Ein schlechter Scherz

Diese Story ist auch als Hörgeschichte erschienen.

„Hast du die Abwesenheitsnotiz im Mailprogramm eingerichtet?“, erkundigte sich Sandra. Sie marschierte mit einem DIN-A4-Blatt zur Tür, auf dem informiert wurde, dass die Konditorei ferienhalber für drei Wochen geschlossen ist. Julia, ihre Angestellte seit letztem Herbst, räumte den Besen weg und brüllte durch den Raum: „Hab’ ich.“
„Diesmal ohne Kalauer?“
„Natürlich“, kicherte Julia, ehe sie plötzlich erheitert gluckste: „Du, Sandra?“
Die Chefin hantierte ungeschickt mit dem Zettel in der einen und dem Klebeband in der anderen Hand an der Glastür herum und bereute, keine zusätzlichen Finger griffbereit zu haben. „Was?“
Julia hatte bereits das Handy aus ihrer Handasche gepult und las ab: „Treffen sich zwei Rosinen. Fragt die eine die andere: ‚Warum hast du denn einen Helm auf?‘ Antwortet die andere: ‚Ich muss gleich in den Stollen.‘“
„Hä?“, wunderte sich Sandra und fügte mit einem halb-amüsierten Stöhnen an: „Du bist unmöglich. Wieso habe ich dich eingestellt?“
„Weil ich leckeren Stollen backe und nett zu den Kunden bin. Herr Neumeyer fragt mich immer nach dem neuesten Witz, also bin ich vorbereitet.“ Julia strich sich das blond gefärbte Haar aus dem Gesicht und goss die Pflanzen im Schaufenster. „Verreist du eigentlich?“
„Nein, ich bleibe zu Hause. Meine Schwester kämpft noch mit ihrer Gehirnerschütterung, weil sie sich in der Straßenbahn nicht festhalten konnte und Kurt hat ein neues Planschbecken für die Enkel in den Garten gestellt. Wahrscheinlich wird er bei einem seiner praktischen Streiche so tun, als wäre er darin ertrunken. Mein werter Herr Ehemann ist ein größerer Witzbold als Herr Neumeyer.“
„Ich sehe schon, du hast voll die Verpflichtungen“, lachte Julia. „Halt mal, bald ist zwei Uhr. Wir brechen besser auf, bevor der Präsident seine Rede hält, sonst gibt’s kein Durchkommen mehr.“
„Schon so spät? Geh ruhig vor, ab in den Urlaub mit dir! Ich kontrolliere nochmal, ob ich auch alle Geräte ausgeschaltet habe und schließe dann ab.“
Ehe Julia sich für den verfrühten Ferienstart bedanken konnte, wurde die Tür geöffnet und ein Mann in Anzug mit einem Aktenkoffer betrat den Laden. „Guten Tag, die Damen“, grüßte er.

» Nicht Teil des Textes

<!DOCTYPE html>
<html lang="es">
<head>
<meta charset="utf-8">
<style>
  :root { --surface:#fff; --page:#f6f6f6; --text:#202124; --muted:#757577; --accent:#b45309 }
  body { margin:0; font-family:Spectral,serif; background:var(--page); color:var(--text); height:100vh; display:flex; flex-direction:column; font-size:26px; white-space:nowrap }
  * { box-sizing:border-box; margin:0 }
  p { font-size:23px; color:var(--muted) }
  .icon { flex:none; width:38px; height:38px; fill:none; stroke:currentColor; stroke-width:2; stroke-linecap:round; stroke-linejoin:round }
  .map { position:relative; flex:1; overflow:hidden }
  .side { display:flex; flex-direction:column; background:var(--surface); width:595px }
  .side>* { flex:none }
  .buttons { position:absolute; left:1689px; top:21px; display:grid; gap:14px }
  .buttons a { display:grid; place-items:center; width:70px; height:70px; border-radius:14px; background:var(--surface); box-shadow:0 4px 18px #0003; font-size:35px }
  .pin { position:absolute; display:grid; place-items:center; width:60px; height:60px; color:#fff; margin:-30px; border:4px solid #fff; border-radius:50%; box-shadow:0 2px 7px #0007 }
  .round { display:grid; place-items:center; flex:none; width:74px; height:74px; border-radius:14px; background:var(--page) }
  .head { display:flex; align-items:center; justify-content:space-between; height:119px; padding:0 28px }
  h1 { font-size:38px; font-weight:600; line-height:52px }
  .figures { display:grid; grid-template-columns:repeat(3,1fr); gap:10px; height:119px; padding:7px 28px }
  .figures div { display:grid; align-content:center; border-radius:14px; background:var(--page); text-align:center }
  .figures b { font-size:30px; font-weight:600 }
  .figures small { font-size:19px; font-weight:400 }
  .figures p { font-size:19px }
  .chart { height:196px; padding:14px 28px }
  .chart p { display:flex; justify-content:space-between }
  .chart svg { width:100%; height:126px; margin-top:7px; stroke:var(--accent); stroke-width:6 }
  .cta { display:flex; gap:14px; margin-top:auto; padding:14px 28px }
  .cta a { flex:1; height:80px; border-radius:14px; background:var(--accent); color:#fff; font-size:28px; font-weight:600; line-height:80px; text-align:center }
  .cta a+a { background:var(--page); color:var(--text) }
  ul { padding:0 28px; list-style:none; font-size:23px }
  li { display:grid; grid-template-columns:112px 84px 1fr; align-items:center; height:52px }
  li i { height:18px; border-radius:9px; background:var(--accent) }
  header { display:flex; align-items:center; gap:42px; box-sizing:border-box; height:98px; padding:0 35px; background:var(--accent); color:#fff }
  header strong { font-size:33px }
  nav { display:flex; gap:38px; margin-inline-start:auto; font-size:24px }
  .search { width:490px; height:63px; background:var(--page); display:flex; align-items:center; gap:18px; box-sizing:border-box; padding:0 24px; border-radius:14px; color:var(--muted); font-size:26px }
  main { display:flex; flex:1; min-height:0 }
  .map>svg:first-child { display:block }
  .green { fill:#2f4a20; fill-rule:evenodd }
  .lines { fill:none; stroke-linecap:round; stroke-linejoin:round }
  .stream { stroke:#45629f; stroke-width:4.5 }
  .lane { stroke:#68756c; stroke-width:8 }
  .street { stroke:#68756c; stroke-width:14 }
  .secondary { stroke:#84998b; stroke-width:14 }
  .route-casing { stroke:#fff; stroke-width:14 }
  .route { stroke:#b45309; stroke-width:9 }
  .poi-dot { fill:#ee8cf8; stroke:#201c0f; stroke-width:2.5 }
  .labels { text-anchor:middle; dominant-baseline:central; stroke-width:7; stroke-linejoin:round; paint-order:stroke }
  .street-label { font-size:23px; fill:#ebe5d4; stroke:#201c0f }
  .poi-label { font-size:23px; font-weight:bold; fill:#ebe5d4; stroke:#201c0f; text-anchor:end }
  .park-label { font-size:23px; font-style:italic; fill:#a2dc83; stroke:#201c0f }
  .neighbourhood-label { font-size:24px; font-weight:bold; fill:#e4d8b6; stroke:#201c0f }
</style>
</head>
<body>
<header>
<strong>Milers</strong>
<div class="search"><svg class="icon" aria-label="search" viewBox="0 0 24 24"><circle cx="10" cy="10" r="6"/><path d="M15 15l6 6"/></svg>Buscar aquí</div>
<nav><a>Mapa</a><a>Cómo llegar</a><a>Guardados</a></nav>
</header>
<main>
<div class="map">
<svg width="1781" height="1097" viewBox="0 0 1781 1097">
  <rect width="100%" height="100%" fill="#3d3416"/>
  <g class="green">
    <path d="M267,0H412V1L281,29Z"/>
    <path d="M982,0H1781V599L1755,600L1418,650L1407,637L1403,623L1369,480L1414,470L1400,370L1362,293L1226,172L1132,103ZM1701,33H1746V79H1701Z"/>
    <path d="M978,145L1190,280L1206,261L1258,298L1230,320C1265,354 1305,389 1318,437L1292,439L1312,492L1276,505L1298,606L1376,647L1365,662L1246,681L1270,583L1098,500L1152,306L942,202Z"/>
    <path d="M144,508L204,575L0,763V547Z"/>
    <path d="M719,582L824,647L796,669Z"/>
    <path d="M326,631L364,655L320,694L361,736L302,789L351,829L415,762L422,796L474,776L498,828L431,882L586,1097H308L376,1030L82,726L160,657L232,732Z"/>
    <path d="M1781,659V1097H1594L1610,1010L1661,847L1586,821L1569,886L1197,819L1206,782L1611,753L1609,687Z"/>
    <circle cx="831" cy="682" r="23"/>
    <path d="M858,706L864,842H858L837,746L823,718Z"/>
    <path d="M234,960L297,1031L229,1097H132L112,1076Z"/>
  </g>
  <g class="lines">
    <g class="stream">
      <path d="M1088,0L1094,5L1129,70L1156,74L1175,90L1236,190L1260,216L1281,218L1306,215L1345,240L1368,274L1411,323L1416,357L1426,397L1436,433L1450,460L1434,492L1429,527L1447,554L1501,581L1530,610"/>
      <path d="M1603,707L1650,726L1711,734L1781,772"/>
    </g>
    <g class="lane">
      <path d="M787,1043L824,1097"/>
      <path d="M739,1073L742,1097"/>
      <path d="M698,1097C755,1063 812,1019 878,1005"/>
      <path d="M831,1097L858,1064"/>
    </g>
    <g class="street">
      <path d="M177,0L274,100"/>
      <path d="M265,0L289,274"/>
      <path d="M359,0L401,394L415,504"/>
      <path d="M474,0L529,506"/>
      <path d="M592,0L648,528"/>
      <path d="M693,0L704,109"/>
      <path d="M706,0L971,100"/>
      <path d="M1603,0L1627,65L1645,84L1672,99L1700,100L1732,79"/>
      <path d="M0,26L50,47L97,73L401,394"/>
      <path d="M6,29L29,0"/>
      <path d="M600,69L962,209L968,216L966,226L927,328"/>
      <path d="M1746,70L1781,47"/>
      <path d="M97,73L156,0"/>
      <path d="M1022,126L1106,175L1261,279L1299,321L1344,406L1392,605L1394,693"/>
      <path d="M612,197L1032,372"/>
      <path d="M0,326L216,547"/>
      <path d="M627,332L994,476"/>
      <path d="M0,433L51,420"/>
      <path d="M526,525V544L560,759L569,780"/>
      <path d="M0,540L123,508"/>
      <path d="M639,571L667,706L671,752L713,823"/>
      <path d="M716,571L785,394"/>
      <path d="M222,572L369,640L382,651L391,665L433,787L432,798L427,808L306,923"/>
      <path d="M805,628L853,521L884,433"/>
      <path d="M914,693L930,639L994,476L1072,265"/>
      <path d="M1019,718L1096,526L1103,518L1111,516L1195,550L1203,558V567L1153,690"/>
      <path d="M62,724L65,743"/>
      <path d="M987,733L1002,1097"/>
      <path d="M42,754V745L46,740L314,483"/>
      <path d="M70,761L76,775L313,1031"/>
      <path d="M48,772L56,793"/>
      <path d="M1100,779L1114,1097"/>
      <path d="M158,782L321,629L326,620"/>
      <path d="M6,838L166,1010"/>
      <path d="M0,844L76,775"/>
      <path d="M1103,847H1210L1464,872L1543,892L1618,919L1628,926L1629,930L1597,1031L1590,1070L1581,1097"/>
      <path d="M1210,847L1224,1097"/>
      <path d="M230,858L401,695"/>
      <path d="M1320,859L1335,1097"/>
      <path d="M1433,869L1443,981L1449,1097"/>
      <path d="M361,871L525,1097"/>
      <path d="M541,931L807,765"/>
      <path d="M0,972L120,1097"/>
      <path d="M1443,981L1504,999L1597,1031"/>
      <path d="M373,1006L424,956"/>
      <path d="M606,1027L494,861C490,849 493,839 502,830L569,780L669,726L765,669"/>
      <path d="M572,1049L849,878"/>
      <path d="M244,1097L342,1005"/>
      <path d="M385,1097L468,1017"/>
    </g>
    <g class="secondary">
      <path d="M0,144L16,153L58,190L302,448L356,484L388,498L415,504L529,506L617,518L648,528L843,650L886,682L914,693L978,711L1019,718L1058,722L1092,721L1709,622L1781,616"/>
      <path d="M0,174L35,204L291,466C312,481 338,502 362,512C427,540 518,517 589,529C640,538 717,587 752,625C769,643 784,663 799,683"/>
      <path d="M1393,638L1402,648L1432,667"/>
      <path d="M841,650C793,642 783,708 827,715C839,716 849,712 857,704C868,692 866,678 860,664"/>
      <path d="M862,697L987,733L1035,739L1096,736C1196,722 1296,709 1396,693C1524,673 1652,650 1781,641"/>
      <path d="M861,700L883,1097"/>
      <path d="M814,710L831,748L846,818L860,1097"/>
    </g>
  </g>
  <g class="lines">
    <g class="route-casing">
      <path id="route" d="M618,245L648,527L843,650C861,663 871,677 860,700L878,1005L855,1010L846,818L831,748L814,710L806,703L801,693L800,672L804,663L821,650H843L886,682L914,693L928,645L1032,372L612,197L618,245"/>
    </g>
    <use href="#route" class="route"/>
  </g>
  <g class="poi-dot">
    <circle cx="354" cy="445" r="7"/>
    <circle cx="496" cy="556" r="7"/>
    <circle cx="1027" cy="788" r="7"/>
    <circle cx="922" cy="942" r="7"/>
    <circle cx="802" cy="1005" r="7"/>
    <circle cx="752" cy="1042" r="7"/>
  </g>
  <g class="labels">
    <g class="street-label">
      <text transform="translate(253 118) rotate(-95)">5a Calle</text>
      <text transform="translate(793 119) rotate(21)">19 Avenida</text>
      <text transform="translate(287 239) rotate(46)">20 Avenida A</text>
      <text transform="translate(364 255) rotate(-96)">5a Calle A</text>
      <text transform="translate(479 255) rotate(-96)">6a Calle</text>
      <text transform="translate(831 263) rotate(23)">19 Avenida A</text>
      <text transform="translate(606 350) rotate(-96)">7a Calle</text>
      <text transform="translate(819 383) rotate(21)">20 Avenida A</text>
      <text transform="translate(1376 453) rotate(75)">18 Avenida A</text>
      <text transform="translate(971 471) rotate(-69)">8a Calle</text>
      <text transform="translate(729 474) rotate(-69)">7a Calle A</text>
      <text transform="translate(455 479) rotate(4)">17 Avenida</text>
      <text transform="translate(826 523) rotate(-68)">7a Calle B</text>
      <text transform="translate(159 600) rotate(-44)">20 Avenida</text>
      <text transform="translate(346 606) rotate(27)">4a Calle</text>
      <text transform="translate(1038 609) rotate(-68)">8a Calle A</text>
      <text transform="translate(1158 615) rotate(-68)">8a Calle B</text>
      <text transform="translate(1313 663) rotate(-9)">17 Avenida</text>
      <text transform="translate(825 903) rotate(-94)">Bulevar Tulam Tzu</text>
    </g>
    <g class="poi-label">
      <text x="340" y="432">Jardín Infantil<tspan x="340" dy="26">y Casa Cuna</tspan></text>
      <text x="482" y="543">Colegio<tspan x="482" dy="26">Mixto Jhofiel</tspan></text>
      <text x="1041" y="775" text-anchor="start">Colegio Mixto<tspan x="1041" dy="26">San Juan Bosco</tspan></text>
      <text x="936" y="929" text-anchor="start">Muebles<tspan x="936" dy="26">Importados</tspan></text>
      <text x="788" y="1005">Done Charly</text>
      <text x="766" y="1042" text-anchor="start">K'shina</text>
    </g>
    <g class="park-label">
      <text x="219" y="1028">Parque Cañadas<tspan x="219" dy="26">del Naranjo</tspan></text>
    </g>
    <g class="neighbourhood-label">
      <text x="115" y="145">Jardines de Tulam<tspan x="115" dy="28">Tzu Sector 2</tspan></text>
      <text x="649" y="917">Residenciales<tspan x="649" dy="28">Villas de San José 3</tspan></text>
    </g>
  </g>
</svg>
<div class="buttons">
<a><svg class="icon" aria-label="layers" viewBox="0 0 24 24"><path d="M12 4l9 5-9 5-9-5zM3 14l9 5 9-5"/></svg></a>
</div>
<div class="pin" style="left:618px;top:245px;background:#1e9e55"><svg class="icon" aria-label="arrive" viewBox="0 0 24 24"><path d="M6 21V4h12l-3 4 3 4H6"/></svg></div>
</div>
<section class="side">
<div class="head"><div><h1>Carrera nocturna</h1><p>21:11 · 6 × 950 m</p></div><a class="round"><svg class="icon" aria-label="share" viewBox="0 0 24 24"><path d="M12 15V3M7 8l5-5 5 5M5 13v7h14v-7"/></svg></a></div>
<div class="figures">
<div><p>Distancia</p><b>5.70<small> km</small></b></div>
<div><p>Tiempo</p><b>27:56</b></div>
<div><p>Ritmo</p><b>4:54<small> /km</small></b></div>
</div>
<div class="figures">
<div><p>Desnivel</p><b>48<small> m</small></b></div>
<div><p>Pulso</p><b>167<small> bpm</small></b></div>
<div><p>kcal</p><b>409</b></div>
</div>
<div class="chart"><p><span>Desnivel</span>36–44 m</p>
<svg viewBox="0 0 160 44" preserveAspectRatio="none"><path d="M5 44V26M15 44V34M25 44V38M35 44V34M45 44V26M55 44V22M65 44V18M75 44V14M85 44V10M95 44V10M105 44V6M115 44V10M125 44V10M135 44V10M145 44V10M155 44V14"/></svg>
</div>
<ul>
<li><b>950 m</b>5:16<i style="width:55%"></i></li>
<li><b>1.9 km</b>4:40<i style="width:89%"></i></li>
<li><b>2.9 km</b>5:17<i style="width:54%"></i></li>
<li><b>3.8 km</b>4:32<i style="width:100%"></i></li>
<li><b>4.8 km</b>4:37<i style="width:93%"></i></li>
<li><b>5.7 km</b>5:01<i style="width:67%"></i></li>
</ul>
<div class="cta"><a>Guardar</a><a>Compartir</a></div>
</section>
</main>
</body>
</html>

„Schönen Tag. Es tut mir leid, aber wir schließen gerade.“
„Kein Problem.“ Nonchalant setzte er sich an einen der Bistrotische. „Ich bin bloß da für die Aussicht.“ Vage zeigte er zum Rednerpult auf dem Platz draußen, wo sich langsam eine Menschenmenge bildete. Ungerührt legte er seinen Aktenkoffer auf die Tischplatte und begann ihn aufzumachen.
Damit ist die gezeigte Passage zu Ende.